*ABOUT THIS TASK:* Scan the entries below and extract each line with the word "roads" in it.

*DATA SUPPLIED:*
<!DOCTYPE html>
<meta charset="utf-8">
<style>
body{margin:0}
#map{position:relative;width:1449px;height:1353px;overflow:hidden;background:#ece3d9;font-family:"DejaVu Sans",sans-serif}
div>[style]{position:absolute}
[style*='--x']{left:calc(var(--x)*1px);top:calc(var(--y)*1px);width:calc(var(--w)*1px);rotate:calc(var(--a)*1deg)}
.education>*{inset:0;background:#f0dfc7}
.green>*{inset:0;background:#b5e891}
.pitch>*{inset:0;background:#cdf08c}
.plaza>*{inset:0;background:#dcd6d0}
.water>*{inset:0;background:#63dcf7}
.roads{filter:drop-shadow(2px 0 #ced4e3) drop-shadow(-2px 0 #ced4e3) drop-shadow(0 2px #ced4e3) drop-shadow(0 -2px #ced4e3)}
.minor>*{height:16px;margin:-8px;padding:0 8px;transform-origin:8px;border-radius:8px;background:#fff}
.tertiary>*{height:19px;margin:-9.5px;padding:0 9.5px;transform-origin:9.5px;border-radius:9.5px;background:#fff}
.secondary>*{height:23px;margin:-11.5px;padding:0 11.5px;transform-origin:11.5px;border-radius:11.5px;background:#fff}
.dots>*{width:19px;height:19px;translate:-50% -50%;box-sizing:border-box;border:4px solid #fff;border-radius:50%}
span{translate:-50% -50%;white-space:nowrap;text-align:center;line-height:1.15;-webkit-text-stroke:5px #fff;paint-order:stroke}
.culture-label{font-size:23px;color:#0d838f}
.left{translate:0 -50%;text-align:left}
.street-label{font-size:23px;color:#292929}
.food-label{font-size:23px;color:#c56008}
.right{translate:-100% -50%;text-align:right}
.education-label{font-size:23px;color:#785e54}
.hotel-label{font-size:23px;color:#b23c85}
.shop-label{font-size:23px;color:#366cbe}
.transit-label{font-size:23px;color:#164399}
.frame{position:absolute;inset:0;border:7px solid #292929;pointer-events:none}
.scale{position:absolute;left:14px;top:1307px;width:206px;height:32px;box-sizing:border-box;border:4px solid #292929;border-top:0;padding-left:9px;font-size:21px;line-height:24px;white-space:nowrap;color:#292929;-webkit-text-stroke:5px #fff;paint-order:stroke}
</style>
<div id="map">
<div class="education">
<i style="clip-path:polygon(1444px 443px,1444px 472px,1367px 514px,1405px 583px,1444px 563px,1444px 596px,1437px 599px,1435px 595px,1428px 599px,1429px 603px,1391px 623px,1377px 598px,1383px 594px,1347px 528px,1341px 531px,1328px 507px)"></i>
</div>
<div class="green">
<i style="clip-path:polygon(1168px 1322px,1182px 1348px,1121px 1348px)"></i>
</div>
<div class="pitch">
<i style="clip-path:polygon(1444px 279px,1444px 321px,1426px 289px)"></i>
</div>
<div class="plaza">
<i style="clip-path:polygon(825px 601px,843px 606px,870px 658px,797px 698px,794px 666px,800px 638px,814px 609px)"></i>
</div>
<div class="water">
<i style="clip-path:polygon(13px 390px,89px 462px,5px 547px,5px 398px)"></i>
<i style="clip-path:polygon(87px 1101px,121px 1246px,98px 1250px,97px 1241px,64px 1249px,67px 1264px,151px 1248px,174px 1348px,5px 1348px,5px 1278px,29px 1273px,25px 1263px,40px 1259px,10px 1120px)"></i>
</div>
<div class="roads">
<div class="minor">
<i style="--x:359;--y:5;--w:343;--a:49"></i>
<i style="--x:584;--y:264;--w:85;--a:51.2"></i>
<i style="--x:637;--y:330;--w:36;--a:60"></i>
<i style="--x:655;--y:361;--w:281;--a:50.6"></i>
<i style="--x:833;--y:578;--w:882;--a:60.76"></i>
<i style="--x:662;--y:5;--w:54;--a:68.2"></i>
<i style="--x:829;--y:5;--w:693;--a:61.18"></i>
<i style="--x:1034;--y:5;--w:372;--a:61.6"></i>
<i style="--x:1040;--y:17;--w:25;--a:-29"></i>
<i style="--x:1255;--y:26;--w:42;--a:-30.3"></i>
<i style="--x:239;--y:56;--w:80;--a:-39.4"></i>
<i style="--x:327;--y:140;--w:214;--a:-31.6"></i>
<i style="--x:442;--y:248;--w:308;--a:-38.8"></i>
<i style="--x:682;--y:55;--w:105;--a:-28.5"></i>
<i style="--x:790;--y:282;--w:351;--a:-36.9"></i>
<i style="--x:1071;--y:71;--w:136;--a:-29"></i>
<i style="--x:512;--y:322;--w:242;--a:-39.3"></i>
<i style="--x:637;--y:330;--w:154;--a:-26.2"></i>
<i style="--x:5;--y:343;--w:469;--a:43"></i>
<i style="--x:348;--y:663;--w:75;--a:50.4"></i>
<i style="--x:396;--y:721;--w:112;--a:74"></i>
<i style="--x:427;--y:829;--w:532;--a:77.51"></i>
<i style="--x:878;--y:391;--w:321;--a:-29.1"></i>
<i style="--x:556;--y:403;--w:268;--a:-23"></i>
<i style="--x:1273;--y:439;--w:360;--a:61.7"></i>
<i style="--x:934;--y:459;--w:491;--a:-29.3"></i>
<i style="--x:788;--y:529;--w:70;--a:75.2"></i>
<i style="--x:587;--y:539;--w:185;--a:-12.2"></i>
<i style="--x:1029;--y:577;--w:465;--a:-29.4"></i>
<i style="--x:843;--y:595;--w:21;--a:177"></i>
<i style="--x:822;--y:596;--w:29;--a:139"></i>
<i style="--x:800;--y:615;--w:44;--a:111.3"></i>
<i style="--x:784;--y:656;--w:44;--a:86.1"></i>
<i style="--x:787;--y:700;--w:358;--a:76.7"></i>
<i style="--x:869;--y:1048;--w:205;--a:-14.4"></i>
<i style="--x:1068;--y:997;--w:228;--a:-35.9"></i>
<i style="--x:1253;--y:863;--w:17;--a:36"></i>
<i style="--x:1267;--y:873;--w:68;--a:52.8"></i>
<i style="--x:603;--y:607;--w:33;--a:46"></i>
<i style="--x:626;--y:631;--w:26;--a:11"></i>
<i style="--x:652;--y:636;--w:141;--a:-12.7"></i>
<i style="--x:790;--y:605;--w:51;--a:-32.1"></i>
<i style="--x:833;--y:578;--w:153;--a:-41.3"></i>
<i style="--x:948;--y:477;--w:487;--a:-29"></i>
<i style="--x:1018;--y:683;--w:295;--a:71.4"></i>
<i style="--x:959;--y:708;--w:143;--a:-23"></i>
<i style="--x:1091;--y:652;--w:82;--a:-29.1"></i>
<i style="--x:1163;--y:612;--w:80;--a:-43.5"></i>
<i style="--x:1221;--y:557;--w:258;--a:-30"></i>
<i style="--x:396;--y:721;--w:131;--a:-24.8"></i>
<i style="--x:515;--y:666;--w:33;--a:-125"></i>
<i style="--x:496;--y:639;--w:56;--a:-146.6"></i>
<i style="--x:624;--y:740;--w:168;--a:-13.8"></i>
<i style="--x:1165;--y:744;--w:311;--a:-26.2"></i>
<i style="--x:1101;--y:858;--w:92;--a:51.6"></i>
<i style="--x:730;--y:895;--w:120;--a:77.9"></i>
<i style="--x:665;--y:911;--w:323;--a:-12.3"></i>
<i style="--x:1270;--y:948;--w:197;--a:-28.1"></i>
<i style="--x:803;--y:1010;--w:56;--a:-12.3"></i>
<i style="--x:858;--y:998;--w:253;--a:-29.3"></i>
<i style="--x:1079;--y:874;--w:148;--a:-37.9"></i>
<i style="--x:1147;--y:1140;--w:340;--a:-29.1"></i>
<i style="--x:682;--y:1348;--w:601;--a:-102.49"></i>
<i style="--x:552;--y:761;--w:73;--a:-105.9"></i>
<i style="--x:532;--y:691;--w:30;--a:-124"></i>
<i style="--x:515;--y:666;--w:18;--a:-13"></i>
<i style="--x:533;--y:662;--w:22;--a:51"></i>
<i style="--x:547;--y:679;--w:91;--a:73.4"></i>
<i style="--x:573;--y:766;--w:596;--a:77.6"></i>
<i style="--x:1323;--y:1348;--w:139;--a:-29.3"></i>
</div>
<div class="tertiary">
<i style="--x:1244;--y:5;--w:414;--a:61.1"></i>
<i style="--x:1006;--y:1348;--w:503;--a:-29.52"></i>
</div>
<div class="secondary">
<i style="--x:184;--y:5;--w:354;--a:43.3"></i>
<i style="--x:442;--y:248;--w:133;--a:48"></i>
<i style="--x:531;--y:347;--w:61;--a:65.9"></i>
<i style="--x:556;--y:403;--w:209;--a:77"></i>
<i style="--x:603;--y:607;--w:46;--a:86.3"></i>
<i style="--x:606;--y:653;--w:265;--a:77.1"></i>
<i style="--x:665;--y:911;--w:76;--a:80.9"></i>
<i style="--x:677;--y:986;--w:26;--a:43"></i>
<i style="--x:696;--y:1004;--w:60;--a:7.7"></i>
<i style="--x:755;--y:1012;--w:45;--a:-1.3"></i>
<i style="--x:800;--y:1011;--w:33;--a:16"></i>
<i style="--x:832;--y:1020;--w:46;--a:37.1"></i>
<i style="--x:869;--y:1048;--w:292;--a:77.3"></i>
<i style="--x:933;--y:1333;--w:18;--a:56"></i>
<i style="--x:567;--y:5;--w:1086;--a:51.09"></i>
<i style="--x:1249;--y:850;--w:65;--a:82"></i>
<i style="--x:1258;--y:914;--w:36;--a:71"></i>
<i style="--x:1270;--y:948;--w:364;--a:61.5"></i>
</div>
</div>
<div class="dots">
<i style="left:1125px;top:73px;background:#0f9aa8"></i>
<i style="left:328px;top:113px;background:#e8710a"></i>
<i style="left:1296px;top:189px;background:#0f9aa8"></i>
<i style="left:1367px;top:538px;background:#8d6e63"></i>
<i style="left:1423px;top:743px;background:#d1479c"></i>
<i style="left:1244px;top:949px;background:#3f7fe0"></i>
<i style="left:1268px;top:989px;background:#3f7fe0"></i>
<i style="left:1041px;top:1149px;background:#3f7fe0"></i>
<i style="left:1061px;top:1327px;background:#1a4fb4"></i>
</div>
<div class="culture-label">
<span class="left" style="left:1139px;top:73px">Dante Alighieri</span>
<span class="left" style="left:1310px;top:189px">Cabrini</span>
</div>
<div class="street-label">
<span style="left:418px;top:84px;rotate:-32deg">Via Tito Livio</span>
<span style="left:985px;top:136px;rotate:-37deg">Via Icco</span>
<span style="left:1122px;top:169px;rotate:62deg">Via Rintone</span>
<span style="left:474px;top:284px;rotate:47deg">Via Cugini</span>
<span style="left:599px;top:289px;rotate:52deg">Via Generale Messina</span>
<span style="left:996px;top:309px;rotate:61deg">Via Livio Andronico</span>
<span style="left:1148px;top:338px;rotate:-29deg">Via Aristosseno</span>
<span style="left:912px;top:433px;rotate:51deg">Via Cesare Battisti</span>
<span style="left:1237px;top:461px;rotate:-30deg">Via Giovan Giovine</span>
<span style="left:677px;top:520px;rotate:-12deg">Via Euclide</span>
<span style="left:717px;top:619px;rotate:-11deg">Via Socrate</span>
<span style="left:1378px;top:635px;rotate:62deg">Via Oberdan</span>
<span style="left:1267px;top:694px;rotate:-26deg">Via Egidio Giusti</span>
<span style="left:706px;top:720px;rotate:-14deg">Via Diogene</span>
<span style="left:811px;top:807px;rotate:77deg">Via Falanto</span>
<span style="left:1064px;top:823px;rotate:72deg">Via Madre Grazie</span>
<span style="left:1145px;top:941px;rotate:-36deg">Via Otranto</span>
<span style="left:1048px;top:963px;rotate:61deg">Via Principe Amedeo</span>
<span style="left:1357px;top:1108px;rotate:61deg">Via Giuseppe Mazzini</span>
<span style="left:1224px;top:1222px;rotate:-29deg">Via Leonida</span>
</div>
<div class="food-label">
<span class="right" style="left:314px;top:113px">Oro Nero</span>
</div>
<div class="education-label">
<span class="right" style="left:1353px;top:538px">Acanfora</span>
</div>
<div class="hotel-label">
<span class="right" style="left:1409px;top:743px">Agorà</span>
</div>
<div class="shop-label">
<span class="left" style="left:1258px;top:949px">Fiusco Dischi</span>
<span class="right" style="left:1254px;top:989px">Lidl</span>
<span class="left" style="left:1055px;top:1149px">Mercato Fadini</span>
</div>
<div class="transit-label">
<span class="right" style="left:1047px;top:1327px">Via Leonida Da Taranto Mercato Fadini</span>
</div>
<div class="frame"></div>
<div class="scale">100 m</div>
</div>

*YOUR RESPONSE:*
.roads{filter:drop-shadow(2px 0 #ced4e3) drop-shadow(-2px 0 #ced4e3) drop-shadow(0 2px #ced4e3) drop-shadow(0 -2px #ced4e3)}
<div class="roads">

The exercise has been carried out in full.